Les excès, les colères en cuisine, 15 heures de boulot par jour… Tout ça, je l’ai vécu. Ça m’a formé. Nous étions tellement obnubilés par nos chefs que nous supportions tout, en ne comptant rien.

Vous vous êtes séparé de Laury Thilleman en 2022. Le mariage, on ne vous y reprendra plus ?

Je ne me suis pas marié pour l’idée même du mariage. Plutôt pour une grande fête durant laquelle on célèbre l’amour de deux personnes. Je ne serai jamais fermé, mais le mariage est à mes yeux un peu arriéré. Faisons la fiesta entre copains et plantons un arbre qui symbolisera cette union pour la vie ! Je préfère ça à la mairie ou à l’église pour y signer un papier. Un papier, ça n’empêche pas le divorce.

Pour finir, une chose que votre rythme de vie vous empêche de faire ?

Dormir un peu ! Chez nous, la sieste n’existe pas.

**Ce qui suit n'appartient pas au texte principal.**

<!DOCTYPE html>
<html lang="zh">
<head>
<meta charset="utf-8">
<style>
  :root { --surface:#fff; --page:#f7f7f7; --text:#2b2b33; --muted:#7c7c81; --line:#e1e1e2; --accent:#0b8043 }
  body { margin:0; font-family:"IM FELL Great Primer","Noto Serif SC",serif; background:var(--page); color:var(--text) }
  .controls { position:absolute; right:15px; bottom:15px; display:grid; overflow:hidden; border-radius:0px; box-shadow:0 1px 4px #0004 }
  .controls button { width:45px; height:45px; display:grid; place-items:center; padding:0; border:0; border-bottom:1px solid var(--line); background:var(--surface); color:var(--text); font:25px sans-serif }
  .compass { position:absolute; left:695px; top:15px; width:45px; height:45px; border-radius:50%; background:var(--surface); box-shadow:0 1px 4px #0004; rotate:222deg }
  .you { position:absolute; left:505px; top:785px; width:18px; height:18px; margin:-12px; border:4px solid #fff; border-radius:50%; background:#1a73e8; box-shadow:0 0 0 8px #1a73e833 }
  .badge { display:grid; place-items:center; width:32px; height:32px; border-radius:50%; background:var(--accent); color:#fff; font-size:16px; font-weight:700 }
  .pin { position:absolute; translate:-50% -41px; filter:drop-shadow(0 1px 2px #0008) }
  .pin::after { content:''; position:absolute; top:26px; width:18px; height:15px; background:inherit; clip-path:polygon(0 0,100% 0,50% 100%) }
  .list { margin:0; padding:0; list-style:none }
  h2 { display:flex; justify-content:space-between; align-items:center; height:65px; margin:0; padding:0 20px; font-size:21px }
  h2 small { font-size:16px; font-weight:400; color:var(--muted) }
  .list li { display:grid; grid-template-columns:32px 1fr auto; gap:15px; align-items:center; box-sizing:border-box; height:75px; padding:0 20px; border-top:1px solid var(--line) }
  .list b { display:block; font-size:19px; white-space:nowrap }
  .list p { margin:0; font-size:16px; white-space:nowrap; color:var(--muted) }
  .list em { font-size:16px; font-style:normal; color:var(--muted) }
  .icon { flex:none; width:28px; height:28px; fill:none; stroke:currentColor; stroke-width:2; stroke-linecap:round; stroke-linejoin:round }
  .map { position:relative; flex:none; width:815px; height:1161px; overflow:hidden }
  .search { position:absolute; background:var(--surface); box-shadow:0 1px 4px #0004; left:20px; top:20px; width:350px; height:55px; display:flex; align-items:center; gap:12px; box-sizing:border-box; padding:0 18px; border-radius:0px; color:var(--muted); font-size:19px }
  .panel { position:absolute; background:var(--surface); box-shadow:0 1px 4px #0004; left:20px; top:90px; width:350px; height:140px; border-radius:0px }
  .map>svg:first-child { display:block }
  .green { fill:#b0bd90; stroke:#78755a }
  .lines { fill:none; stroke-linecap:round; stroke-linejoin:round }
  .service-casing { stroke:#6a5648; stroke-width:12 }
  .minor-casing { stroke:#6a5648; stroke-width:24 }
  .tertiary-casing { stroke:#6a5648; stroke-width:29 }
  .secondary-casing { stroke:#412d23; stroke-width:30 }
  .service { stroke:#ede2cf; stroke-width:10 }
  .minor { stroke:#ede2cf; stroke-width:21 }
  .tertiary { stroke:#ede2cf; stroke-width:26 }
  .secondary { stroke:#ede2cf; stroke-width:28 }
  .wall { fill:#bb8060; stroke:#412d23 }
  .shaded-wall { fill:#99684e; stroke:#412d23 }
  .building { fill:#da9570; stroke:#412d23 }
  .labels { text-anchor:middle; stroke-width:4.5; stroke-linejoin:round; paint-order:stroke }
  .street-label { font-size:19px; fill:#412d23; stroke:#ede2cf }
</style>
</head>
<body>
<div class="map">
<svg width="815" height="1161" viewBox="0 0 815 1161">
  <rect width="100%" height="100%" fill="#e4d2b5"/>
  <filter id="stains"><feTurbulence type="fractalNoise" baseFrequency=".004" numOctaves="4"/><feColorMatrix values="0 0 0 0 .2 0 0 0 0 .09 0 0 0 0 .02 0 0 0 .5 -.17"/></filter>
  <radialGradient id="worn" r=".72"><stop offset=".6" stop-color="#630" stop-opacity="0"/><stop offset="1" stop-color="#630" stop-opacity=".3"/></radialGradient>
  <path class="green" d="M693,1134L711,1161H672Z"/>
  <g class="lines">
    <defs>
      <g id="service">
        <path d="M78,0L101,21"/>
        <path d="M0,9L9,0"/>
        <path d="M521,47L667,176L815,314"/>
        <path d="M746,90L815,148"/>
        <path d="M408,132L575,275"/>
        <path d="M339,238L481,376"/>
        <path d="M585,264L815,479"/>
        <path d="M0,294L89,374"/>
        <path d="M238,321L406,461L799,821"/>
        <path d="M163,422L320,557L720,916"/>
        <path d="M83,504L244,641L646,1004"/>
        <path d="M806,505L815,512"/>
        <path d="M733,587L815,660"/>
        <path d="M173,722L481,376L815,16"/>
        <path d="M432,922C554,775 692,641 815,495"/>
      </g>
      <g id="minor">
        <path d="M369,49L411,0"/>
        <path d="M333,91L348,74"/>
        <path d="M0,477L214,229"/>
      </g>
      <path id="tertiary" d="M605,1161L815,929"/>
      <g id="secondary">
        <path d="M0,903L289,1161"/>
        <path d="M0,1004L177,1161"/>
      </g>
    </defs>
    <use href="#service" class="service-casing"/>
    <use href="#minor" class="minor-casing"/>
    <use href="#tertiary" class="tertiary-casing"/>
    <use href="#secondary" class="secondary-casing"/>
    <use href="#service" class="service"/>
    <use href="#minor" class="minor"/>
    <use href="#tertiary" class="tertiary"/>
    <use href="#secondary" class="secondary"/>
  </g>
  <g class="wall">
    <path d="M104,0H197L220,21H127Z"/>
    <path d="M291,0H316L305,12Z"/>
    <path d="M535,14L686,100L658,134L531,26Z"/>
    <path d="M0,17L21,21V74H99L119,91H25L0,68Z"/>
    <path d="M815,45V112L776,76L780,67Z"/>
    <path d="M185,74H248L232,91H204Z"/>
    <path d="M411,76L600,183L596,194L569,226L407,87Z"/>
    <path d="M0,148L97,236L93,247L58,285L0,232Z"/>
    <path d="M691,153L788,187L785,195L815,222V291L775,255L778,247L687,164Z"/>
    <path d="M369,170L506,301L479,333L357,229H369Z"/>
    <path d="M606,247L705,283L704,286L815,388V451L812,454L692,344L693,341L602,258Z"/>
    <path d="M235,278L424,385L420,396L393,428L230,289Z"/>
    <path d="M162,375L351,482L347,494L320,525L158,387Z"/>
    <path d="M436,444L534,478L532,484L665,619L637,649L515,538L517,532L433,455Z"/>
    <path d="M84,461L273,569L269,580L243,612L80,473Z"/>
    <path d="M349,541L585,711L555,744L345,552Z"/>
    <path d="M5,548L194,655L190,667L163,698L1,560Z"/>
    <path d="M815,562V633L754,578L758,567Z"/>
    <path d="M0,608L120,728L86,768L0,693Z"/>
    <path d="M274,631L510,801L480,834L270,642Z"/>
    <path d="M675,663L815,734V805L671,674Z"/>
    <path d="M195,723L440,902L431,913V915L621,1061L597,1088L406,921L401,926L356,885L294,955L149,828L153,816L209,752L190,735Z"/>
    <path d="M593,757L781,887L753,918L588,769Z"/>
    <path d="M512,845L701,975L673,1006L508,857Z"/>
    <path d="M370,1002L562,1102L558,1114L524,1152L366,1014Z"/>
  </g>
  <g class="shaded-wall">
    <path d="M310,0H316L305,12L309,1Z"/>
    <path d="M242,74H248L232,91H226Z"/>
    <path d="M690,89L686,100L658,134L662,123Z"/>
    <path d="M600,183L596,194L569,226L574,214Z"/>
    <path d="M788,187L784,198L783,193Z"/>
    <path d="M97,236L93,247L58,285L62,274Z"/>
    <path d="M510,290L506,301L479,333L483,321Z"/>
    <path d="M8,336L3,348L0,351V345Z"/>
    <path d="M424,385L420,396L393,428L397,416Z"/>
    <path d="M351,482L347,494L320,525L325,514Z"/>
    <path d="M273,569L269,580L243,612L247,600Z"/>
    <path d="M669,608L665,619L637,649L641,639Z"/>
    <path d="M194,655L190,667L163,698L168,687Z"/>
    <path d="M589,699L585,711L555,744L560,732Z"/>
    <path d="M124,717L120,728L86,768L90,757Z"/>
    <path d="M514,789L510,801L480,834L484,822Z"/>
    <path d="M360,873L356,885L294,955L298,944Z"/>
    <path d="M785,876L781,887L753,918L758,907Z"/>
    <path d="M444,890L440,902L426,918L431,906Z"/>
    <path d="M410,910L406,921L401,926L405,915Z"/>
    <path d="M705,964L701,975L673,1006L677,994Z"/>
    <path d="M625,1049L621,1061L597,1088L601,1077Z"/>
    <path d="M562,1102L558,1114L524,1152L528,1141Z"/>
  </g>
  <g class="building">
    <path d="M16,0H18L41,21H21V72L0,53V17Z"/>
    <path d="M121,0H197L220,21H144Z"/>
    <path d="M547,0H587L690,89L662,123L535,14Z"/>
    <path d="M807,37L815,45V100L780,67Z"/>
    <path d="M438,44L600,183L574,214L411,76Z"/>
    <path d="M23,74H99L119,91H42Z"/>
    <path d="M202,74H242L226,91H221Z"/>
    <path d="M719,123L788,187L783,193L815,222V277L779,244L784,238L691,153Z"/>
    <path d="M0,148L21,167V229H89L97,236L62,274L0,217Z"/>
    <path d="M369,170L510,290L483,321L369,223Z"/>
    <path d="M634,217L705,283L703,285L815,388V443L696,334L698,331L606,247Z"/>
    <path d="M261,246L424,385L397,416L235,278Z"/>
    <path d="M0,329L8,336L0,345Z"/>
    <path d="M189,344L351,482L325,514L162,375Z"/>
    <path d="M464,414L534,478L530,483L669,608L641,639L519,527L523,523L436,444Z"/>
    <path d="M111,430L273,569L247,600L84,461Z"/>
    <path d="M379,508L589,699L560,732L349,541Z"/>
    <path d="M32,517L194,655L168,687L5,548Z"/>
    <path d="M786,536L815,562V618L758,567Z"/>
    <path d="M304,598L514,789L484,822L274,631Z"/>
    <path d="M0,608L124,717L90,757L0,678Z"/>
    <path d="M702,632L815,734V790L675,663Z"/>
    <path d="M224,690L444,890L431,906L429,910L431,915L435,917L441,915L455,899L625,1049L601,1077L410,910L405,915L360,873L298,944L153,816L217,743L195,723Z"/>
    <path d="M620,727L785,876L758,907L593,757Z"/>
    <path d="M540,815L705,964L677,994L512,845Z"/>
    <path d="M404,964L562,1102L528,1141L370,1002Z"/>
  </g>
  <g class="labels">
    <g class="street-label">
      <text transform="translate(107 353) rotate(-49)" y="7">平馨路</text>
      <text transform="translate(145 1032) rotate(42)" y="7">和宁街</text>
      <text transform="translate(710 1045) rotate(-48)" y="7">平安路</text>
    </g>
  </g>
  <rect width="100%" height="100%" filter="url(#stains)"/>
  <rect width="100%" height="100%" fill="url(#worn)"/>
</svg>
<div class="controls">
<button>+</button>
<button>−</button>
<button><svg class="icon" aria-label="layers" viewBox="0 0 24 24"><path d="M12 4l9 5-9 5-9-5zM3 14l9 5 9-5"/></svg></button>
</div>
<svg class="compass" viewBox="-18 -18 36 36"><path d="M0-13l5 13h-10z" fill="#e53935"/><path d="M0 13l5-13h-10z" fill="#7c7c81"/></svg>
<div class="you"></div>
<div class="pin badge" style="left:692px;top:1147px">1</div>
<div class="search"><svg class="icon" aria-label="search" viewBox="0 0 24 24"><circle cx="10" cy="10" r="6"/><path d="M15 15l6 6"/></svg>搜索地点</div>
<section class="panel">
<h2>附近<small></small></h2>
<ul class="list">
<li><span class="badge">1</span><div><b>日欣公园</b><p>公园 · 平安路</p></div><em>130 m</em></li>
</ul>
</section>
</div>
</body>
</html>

Les péchés de Juan Arbelaez
« Le vin. J’adore ça, mais je m’impose des règles. Sinon, je pourrais me perdre. J’évite de boire sur mon lieu de travail aux heures de boulot. Le sport, aussi. Quand je n’en fais pas, je deviens vite colérique. Et la fête ! Je suis un type extrêmement heureux, excessif dans tout ce que je fais. Dans le travail, l’amour, l’amitié… Je fume une clope de temps en temps. Ce n’est pas vraiment un vice. Je ne fume que lorsque je suis vraiment pété ! »
Juan Arbelaez fan de cinéma
« Je suis cinéphile. Mon peu de temps libre, c’est pour aller au cinéma ou regarder des films chez moi. J’aime autant les grands classiques que les films de genre. Pareil avec la bouffe : je peux adorer une table gastronomique comme une côte de bœuf entre copains avec une bouteille de morgon. Et puis, le cinéma et la cuisine ont toujours avancé main dans la main. La scène mythique de la préparation de la sauce dans Les Affranchis de Martin Scorsese, le spaghetti presque éternel de La Belle et le Clochard… Chaque film, comme chaque plat, est une question d’instant. »
Crédit photo :
DR, Nicolas Gerardin, Sophia Van Den Hoek, Le Photographe du Dimanche
Article paru dans le n°
4
du magazine.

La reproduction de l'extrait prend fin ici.